◆ **PROBLEM TO SOLVE**
Work out how many lines in the entries below contain the string "strokeStyle". Reply with that figure alone.

***

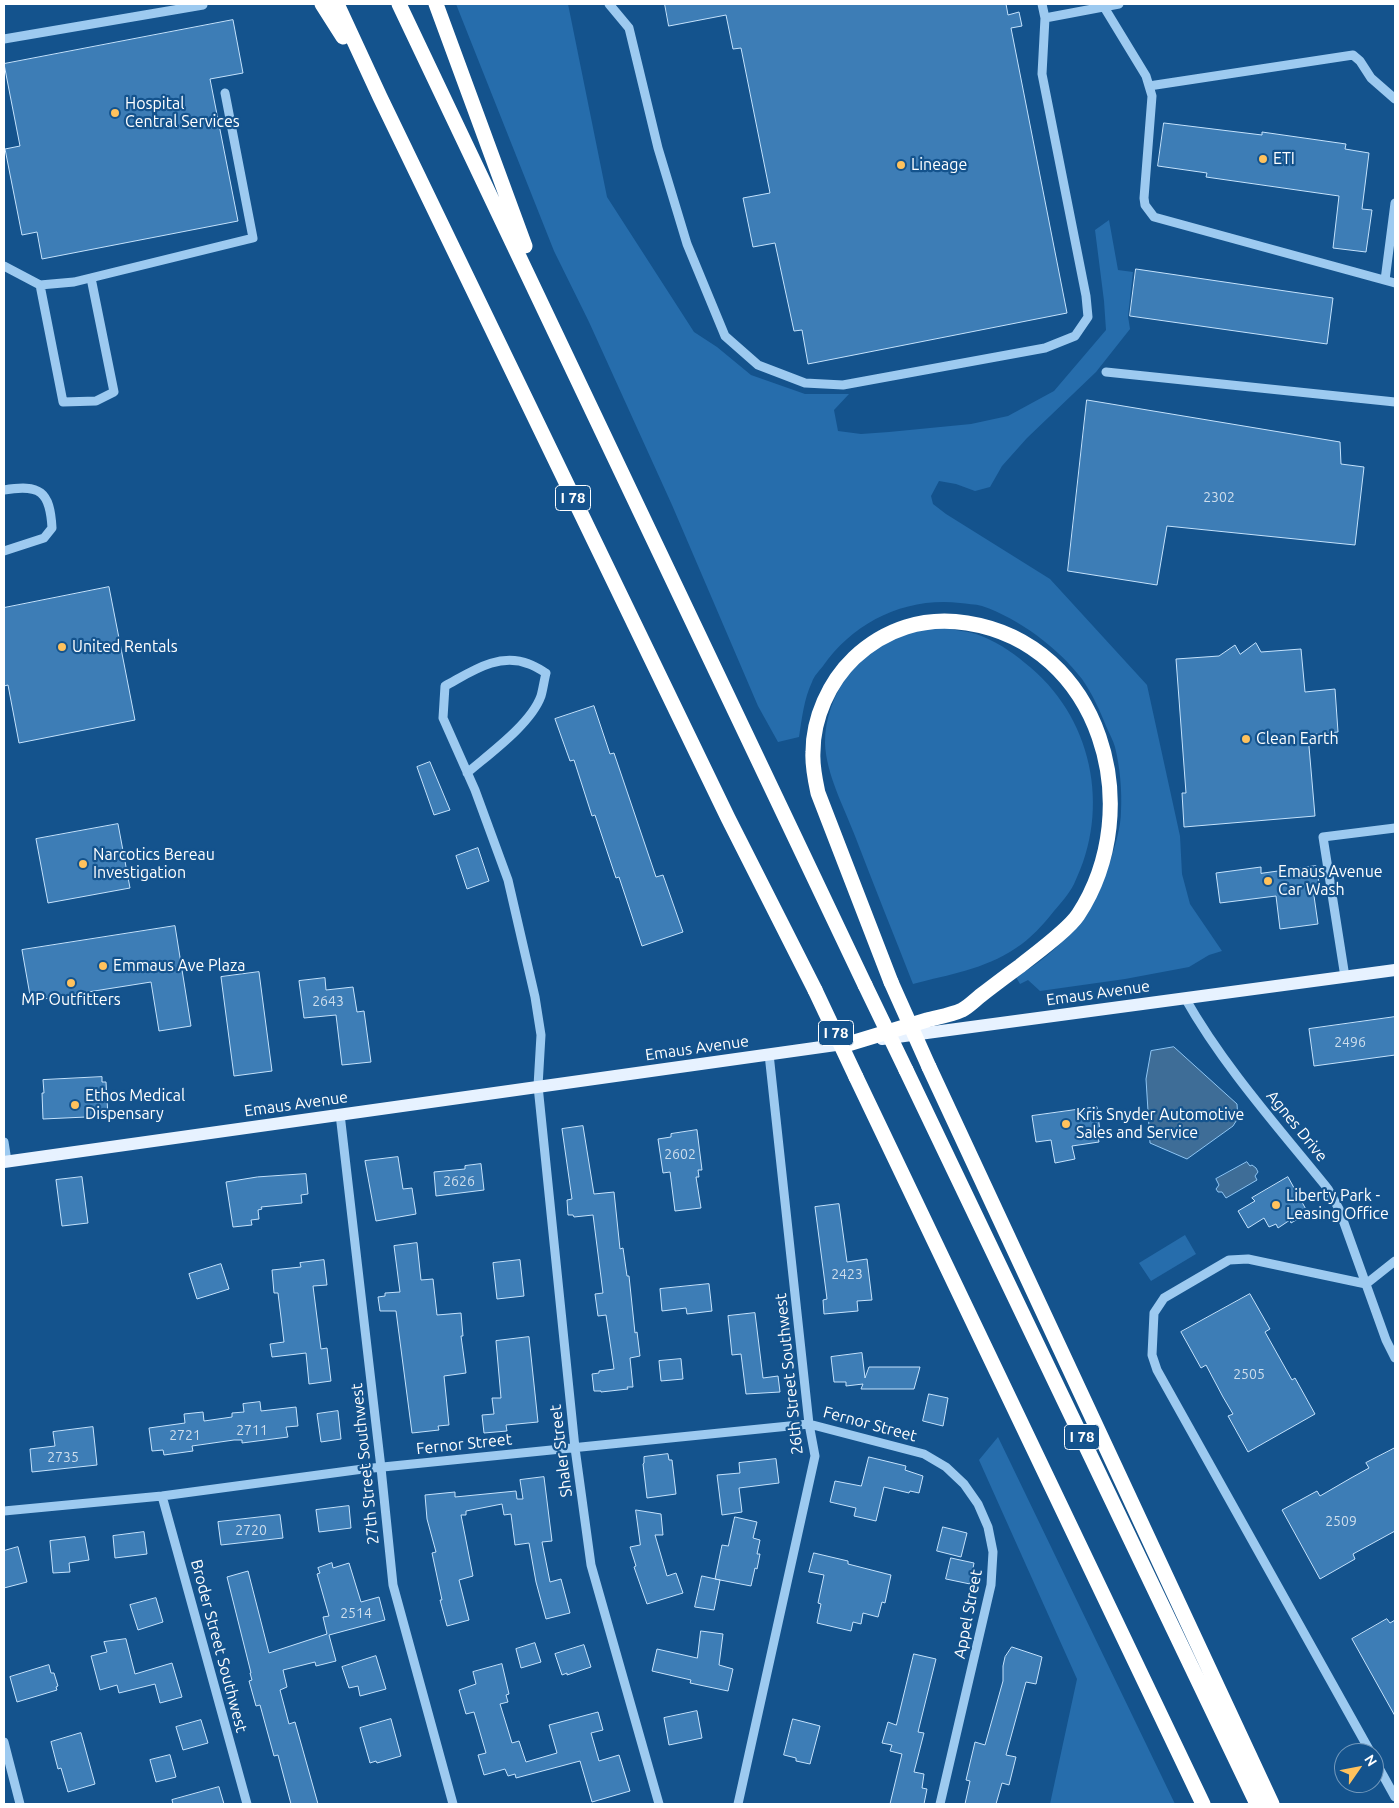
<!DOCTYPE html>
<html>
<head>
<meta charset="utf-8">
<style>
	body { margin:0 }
	#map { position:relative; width:1399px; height:1808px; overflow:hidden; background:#14538d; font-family:Ubuntu,sans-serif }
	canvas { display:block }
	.frame { position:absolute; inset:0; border:5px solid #fff; pointer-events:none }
	.north { position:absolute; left:1334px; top:1743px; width:50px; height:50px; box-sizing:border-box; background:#14538d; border:1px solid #7298bb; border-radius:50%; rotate:57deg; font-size:14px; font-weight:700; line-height:20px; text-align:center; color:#fff }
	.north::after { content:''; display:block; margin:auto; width:18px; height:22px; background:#ffc25d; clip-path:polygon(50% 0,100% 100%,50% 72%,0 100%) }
</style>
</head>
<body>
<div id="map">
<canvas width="1399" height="1808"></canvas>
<div class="frame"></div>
<div class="north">N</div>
</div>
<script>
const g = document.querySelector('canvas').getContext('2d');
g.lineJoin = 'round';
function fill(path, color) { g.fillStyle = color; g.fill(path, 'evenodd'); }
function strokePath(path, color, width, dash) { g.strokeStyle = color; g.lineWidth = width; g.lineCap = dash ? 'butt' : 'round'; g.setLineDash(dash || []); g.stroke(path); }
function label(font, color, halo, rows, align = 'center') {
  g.font = font + ' Ubuntu,sans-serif'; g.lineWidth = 4.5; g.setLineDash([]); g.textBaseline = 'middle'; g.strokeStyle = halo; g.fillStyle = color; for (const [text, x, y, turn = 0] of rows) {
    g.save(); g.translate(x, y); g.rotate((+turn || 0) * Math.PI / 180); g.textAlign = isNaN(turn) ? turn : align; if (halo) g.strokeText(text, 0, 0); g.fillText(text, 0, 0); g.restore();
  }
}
fill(new Path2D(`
	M456,4h112l39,193 87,135 23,15 34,28 54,19h44l-15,16 4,21 23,3 28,-2 82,-8 37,-8 46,-25 52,-61 -2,-29 -9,-71 14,-10 9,50 15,2 -5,44 2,13 -34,43 -69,66 -25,28 -12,21 -15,4 -19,-7 -17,-3 -8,15 2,8 13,10 104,65 97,106 33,151 2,38 8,30 32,47 -13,4 -20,12 -64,12 -85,12 -12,-11 -8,4 -4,-7c46,-26 79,-67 95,-118 4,-14 10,-32 10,-48 1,-20 -1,-44 -6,-64 -2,-7 -6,-14 -9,-21 -6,-15 -14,-33 -24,-47 -24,-31 -62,-60 -100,-73 -7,-2 -15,-2 -22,-3 -55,-6 -106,19 -137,63 -4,5 -9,10 -11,16 -8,17 -10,36 -13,55l-21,5 -20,-36 -86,-201 -83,-183 -35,-71z
	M943,628c11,2 23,3 33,6 18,6 35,17 49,29 67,52 87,145 49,221 -5,10 -13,19 -20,27 -11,14 -24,28 -38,37 -33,22 -66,26 -103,36 -19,-49 -39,-98 -58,-148 -11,-29 -29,-62 -30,-93 0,-48 34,-95 80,-109 12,-4 25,-5 38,-6z
	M1185,1235l11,19 -45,27 -12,-18z
	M998,1437l177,367h-125l27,-125 -98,-219z`), '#266dac');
const water = new Path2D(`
	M1174,1047l63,57 1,14 -5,8 -46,33 -37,-16 -4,-64 5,-28z
	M1247,1162l3,4 2,-1 4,3 2,4 -3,4 2,4 -31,18 -4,-6h-4l-2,-3 3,-4 -3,-6z`);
fill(water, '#3e6d97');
strokePath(water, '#8fc6f4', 1);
const building = new Path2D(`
	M665,4h341l2,11 11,-3 3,14 -11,2 56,285 -259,51 -6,-34 -8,1 -19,-88 -22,4 -10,-49 27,-5 -29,-145 -8,1 -7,-34 -57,11z
	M233,20l10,53 -33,6 28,142 -196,38 -5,-27 -15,3 -17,-86 15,-3 -16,-82z
	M1164,123l98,12v-3l84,12 -1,5 24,4 -7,56 10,1 -6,42 -33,-4 6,-52 -133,-19 1,-4 -49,-7z
	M1136,269l197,29 -6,46 -197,-28z
	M1087,400l253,42 1,22 23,3 -9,78 -188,-19 -10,59 -89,-14z
	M109,587l26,133 -116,23 -11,-58 -4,1v-78z
	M1256,643l5,9 40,-3 4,43 30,-3 3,43 -30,3 7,81 -131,11 -2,-34h4l-10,-134 43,-3 16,-11 5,9z
	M594,706l16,48 4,-1 42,124 7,-2 20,57 -41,14 -23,-69 -3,1 -21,-63 -3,1 -18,-56 -4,1 -15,-42z
	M430,762l20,48 -16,5 -17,-48z
	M118,824l12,64 -82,15 -12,-64z
	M478,848l11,33 -22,8 -11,-33z
	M1316,866l4,22 -7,1 5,35 -38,5 -4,-33 -56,7 -4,-30 45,-6v6z
	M175,926l16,100 -32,5 -8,-49 -120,19 -9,-51z
	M259,972l13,99 -38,5 -13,-99z
	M325,978l1,12 27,-3 4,25 7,-1 7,51 -29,3 -6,-50 -32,3 -5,-37z
	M1395,1017v38l-81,11 -5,-37z
	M102,1077v5h4l2,34 -65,3 -1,-26h2l-1,-13z
	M1097,1107l3,25h-3l2,10 -27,4 3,13 -20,4 -4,-23 -15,2 -4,-26z
	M583,1126l11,68 20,-2 6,57 3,-1 4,28h2l6,57 2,-1 3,24 -10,2 3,29h-6l1,2 -27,3v-1h-7l-2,-17 7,-1v-2l15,-2 -8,-54 -8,1 -3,-22 8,-1 -10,-78 -19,2 -1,-2h-5l-1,-15 5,-1 -10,-70z
	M697,1130l5,40h-4l1,7h-3l5,31 -26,3 -5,-39 -7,1 -5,-34 13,-2v-3z
	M398,1157l5,32 9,-1 4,26 -40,7 -11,-60z
	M481,1164l3,26 -48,6 -2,-24 31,-3v-3z
	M306,1174l2,20 -7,1 1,8 -41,4 1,2 -4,1 1,9 -8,1 1,5 -19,2 -7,-45 31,-5z
	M82,1177l6,46 -26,3 -6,-46z
	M1288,1177l20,36 -17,10 -1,-3 -12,8 -2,-4 -7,3 -5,-9 -16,10 -10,-17 17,-10 -3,-3z
	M839,1204l8,58 20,-3 5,41 -15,1 1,10 -34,3 -1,-14 4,-1 -12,-92z
	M417,1243l4,37 12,-1 4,36 24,-2 2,23h-2l5,37 -22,3 5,49 -11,1 1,4 -27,3 -16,-122h-16l-2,-14 7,-1v-3l15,-1 -6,-46z
	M324,1260l3,25 -14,1 8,63 6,-1 4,33 -22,3 -3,-31 -34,4 -2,-13 14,-2 -6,-49h-4l-2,-23 29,-3 -1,-4z
	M520,1260l4,36 -27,3 -4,-36z
	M221,1264l8,25 -32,10 -8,-25z
	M709,1284l3,27 -25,3 -1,-6 -24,3 -2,-22z
	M1250,1294l20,35 -5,3 27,48 3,-2 20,36 -67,38 -20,-36 5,-2 -10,-17 -17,-32 -5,3 -20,-36z
	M755,1313l8,65 15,-2 2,16 -34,2 -5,-40 -9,1 -4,-39z
	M529,1337l9,85 -32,3 1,6 -23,2 -2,-18 12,-1 -2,-16h9l-5,-57z
	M862,1353l3,25 4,-11h51l-6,22h-53l2,-5 -17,2v-4h-12l-3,-25z
	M681,1359l2,20 -22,2 -2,-20z
	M929,1394l19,4 -5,28 -20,-5z
	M260,1402l1,9 35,-4 2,19 -12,1 2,10 -46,6v-3h-8l-42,6 1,5 -29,4 -1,-5 -11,1 -3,-23 36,-5 -1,-9 19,-2 1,9 28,-4v-4l12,-1 -1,-8z
	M338,1411l3,28 -20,3 -4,-28z
	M93,1427l4,38 -65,7 -2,-23 25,-3 -2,-14z
	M1395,1448v83l-42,23 2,5 -35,20 -38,-69 35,-19 3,5 31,-18 18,-10 -3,-5z
	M668,1454l1,6h3l4,34 -29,4 -4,-34 1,-1v-6z
	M869,1457l37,9 -1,4 18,6 -4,17 -9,-2 -1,2 -25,-6 -8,34 -22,-5 2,-8 -26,-6 5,-21 26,5z
	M776,1459l3,24 -40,5 3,24 -20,3 -5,-40 23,-2 -1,-10z
	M544,1477l8,64 -10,1 8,40 11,-3 9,34 -24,6 -10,-37 -7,-39 -14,2 -4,-31 -7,1 -2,-11 -36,7v4h-5l12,61 -14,4 10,40 -22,6 -7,-26h2l-10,-47 4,-1 -9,-33 -2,-24 30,-3v5l61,-6 1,8h6l-3,-19z
	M349,1506l2,22 -32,4 -3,-22z
	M636,1510l25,4 2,21h-8l12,41 9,-3 7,20 -36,11 -13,-37 2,-1 -6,-19 10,-2z
	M280,1515l3,23 -62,7 -3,-23z
	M735,1517l22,5 -4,16 7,2 -3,14h3l-3,15 -2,-1 -4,18 -36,-7 7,-34 6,1z
	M943,1527l24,6 -6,24 -24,-6z
	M144,1532l3,22 -32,4 -2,-22z
	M85,1537l4,23 -20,3 1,9 -17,1 -3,-32z
	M18,1547l9,35 -23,6v-37z
	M814,1553l34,8v3l43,11 -6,28 -3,-1 -4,15 -15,-4 -2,11 -8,-2 -2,9 -34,-8 4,-19 -3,-1 6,-28 -15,-3z
	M951,1558l23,5 -4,21 -24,-5z
	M332,1563l1,5 16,-5 12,39 18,-5 6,23 -56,15 7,26 -20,5 -1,-4 -32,8 4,17 -7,3 9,34 6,-2 23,82h-27l-13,-49 -4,1 -14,-51 -4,1 -7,-25 3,-1 -2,-7h1l-24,-96 21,-6 21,82 58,-19 -4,-17 6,-1 -12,-42 3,-1 -2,-5z
	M702,1576l18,4 -6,30 -19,-3z
	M156,1598l7,24 -25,8 -8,-25z
	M1387,1619l3,4 5,-3v96l-43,-77z
	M701,1631l22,3 -4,31 14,4 -5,22 -38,-8 1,-3 -39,-9 5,-22 40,9z
	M126,1639l9,35 37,-11 10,34 -22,6 -5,-19 -36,9 -2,-8 -17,5 -9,-34 16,-4 -3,-10z
	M535,1643l6,19 -20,6 -5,-19z
	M584,1645l7,22 -24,8v-2l-5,2 -7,-21z
	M1012,1647l30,10 -6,27 -10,-2 -20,73 10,2 -7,28 -7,-2 -6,21h-31l5,-23 -4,-1 9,-38 10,3 18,-64v-15l2,-9z
	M914,1654l22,5 -18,73 6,1 -10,39 10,2 -2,14 5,1 -3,15h-34l12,-50 -12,-3 2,-6 -10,-2 6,-21 8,3z
	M376,1656l10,33 -26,7 -2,-10 -9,2 -7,-21z
	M502,1664l7,30 -3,1 2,7 -8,2 12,39 7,-2 7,21 31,-9 -8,-28 49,-13 5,18 -12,3 8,28 20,-6 11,36 -38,11 -12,-41 -64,17 -1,-4 -7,2 -3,-7 -21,6 -6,-20 8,-2 -12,-41 -8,2 -7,-24 17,-6 -3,-12z
	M49,1665l2,8h3l4,13 -2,1 1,3 -40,12 -7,-25z
	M697,1711l5,27 -33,7 -5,-27z
	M391,1719l10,37 -24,7 -1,-2 -6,2 -10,-35z
	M793,1719l27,7 -10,38 -14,-3v-3l-12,-3z
	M201,1720l7,23 -25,7 -7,-23z
	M81,1733l14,51 -27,8 -7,-24 -3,1 -7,-27z
	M170,1755l6,22 -20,5 -6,-22z
	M219,1787l5,17h-51l-1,-4z`);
fill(building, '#3d7db6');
strokePath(building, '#c4e2fc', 1);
strokePath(new Path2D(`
	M609,4l20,24 29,120 29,96 38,92 33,29 47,18 38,2 202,-37 30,-12 13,-19 -2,-21 -44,-222 3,-56 -3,-14
	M1104,7l42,69 6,20 -8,102 1,7 9,12 241,66
	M1045,18l74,-14
	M4,39l199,-34
	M1149,86l204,-31 7,6 11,17 24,21
	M4,266l36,19 34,-3 179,-44 -28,-145
	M1385,280l10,-77
	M40,285l23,117 33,-1 18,-9 -23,-114
	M1106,372l289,30
	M4,490c36,-6 46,1 48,38l-8,10 -40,13
	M467,773c22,-19 64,-49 74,-77 2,-7 3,-15 5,-23 -5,-3 -11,-7 -17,-9 -31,-12 -58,8 -84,22l-2,32 32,72 33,90 27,117 6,38 -3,51 37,362 16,117 68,239
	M1345,977l-22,-140 72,-9
	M1185,998c39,69 93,129 143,191l11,20 47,131 9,18
	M340,1114l41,354 12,117 60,219
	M4,1142l3,19
	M1366,1284l-118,-25 -19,1 -65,38 -10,15 -2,42 5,15 214,383
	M1366,1284l29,-23
	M162,1496l85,308
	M4,1511l158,-15 201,-27 446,-45 115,30 22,13 18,17 14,20 10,23 5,25 -2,33 -51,219
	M4,1742l16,62
	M1374,1759l21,38
	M738,1804l77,-348 -6,-32 -40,-370`), '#9dcaf0', 9);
strokePath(new Path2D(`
	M882,1039l513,-69
	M4,1162l846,-119`), '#e7f2ff', 12);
strokePath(new Path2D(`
	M322,4l21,33
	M337,4l43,93 348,721 87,172
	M399,4l466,981
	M436,4l89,242
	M848,1044c26,-8 52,-16 79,-24 11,-3 24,-5 35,-10 6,-3 12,-9 18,-14 13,-10 26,-20 40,-30 16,-13 47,-35 58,-51 70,-107 23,-271 -111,-292 -43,-7 -82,6 -113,35 -25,24 -41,60 -41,94 -1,14 2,27 5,41l73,189
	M929,1067l343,737
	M906,1070l351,734
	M856,1077l347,727`), '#fff', 15);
strokePath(new Path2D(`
	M891,982l38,85
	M865,985l41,85
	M815,990l41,87`), '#fff', 15);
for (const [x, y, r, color] of [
	[115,113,5,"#ffc25d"],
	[1263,159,5,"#ffc25d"],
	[901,165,5,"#ffc25d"],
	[62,647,5,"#ffc25d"],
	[1246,739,5,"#ffc25d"],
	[83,864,5,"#ffc25d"],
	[1268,881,5,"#ffc25d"],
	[103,966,5,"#ffc25d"],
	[71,983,5,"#ffc25d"],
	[75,1105,5,"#ffc25d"],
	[1066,1124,5,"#ffc25d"],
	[1276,1205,5,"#ffc25d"]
]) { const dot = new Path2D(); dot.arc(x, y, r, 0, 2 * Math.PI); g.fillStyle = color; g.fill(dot); strokePath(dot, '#14538d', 2); }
label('14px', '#cedeed', null, [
	["2302",1219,497],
	["2643",328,1001],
	["2496",1350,1042],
	["2602",680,1154],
	["2626",459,1181],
	["2423",847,1274],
	["2505",1249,1374],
	["2711",252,1430],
	["2721",185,1435],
	["2735",63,1457],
	["2509",1341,1521],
	["2720",251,1530],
	["2514",356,1613]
]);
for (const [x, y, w] of [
	[573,498,35],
	[836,1033,35],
	[1082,1437,35]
]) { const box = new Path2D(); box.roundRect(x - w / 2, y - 12.5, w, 25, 4); g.fillStyle = '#14538d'; g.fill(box); strokePath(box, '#fff', 1); }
label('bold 15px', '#fff', null, [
	["I 78",573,498],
	["I 78",836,1033],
	["I 78",1082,1437]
]);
label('16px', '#fff', '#14538d', [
	["Hospital",125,104],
	["Central Services",125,122],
	["ETI",1273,159],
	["Lineage",911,165],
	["United Rentals",72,647],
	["Clean Earth",1256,739],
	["Narcotics Bereau",93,855],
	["Investigation",93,873],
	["Emaus Avenue",1278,872],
	["Car Wash",1278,890],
	["Emmaus Ave Plaza",113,966],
	["MP Outfitters",71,1000,"center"],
	["Ethos Medical",85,1096],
	["Dispensary",85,1114],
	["Kris Snyder Automotive",1076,1115],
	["Sales and Service",1076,1133],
	["Liberty Park -",1286,1196],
	["Leasing Office",1286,1214]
], 'left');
label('16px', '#fff', '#14538d', [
	["Emaus Avenue",1098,993,-8],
	["Emaus Avenue",697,1048,-8],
	["Emaus Avenue",296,1104,-8],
	["Agnes Drive",1297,1126,51],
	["26th Street Southwest",789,1374,-96],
	["Fernor Street",870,1424,15],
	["Fernor Street",464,1444,-6],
	["Shaler Street",561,1451,-97],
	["27th Street Southwest",365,1464,-96],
	["Appel Street",968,1614,-79],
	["Broder Street Southwest",219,1646,75]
]);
</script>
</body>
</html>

***

◆ **SOLUTION FOR THIS EXERCISE**
2